4.1. Avrupa Birliği Kimliği

4.1.2. Avrupa Kimliği’nin İki Ana Unsuru

4.1.2.2.  Din Birliği

İnsanlık  tarihi  kadar  eski  bir  geçmişi  olan  ve  bütün  toplumları  kuşatan  bir  vakıa  olarak  din,  sosyal  hayatın  basit  bir  “salgı”(secretion)sından  ibaret  değildir.  Zira her toplumda ve her insanda bir yücelme ihtiyacı; transandantal (aşkın) ve ilâhî  âleme  yönelme  eğilimi  mevcuttur  ki  bu  yönüyle  din  fıtrî  bir  gerçekliğe  sahiptir.  Gerçekten de kutsal olanla kurulan bağ ile belirlenen din, yaşanan bir olgu olması  hasebiyle  bir  toplum  olayı,  sosyal  bir  realitedir.  Çünkü  her  din  öncelikle  tek  tek  fertlerde  yerleşip  kök  salmak  durumundadır.  Bunun  akabinde  din,  fertten  ferde  uzanan  bir  köprü  olmakta,  objektifleşmekte  ve  toplumsallaşmaktadır.  Bu  nedenle  her  din  bir  toplum  içinde  ortaya  çıkar  ve  gelişir.  Bilinen  bütün  insan  toplulukları  içinde  bir  dine  rastlandığı  gibi  toplumsal  yaşayışın  en  eski  ve  tipik  bir  görünümü  olarak din ile toplum arasında sıkı bir ilişki bulunmaktadır (Günay, 1999: 28‐29). 

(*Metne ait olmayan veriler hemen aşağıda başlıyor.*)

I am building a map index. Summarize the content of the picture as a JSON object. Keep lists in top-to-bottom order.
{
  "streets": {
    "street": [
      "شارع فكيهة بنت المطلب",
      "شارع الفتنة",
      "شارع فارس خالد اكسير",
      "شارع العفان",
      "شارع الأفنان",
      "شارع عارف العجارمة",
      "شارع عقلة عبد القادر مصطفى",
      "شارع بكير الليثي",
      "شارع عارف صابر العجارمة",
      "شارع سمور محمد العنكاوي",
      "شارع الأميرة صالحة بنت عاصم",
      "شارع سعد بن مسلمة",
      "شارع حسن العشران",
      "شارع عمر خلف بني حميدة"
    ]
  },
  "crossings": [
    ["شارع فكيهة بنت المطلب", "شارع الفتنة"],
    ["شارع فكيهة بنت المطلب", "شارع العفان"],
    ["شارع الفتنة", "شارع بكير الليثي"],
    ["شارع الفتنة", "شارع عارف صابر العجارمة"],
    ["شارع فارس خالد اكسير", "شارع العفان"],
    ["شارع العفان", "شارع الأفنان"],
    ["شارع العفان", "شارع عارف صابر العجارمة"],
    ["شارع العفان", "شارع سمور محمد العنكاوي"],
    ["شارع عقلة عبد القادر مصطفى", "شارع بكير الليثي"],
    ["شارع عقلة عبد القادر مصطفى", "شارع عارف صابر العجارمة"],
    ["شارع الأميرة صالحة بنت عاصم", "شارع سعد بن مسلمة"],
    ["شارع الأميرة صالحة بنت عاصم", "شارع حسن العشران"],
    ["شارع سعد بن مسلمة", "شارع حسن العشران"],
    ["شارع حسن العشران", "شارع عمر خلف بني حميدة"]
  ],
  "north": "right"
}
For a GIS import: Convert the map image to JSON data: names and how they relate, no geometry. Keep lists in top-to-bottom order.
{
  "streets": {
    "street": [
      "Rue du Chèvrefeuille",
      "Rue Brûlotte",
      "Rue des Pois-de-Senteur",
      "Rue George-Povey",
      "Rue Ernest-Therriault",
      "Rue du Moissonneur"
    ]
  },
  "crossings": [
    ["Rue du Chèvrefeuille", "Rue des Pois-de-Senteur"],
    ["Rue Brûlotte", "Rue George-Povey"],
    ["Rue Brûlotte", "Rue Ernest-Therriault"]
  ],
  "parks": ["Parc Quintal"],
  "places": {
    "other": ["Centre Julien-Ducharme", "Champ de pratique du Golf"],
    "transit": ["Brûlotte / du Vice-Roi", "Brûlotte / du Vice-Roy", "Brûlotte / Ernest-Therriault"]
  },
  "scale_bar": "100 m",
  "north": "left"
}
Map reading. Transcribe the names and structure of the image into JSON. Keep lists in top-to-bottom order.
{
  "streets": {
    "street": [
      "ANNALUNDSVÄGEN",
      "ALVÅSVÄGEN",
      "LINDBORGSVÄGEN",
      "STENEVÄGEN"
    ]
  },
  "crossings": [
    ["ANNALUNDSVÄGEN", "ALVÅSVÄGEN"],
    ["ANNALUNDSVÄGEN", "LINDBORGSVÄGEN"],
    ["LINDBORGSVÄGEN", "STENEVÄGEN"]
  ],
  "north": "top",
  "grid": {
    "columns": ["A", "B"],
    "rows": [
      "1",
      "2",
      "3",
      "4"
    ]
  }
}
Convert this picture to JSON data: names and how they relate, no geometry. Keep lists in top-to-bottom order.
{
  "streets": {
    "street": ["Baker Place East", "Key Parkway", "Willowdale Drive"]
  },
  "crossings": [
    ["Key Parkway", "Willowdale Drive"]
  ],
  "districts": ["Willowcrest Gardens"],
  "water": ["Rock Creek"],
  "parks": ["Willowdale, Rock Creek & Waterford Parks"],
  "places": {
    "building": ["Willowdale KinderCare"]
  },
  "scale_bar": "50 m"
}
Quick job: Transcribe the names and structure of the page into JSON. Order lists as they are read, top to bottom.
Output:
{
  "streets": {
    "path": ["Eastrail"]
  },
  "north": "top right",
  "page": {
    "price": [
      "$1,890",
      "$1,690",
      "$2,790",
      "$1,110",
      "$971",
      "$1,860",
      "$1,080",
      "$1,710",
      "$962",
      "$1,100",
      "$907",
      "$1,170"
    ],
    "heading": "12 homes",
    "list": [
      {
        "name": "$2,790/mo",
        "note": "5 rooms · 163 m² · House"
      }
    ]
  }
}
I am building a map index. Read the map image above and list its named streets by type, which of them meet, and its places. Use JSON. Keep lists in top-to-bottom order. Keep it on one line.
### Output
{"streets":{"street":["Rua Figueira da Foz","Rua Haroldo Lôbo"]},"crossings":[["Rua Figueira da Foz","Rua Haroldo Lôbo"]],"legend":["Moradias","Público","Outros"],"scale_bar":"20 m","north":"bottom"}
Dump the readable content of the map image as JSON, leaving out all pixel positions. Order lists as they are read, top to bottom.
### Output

Din‐toplum  ilişkisi  içerisinde  herhangi  bir  toplumda  yerleşmiş  bir  dinin  kuvvetli bir sosyal kontrol aracı olduğu ve dinin temel fonksiyonlarından birinin de  toplumu  bütünleştirmek  ve  ahengini  güçlendirmek  olduğu  öteden  beri  bilinmektedir (Dönmezer, 1994: 242). Gerek toplumdaki sosyal grup ve kurumlarla 

ilişkisiyle ve gerekse kendisinden kaynaklanan gruplarla din, toplumu  tesiri altına  almada  işlevsel  önemini  her  toplumda  sürdürmüştür  (Aydın,  1997:  129‐130).  Toplumsal  yaşamı  ve  kültürel  değerleri  doğrudan  etkileyen  bir  olgu  olarak  dinin  Avrupa’nın  ortak  kültürel  değerlerinin  ve  kimliğinin  oluşumunda  da  önemli  bir  etkisi olmuştur (Aytuğ, 2006: 58). 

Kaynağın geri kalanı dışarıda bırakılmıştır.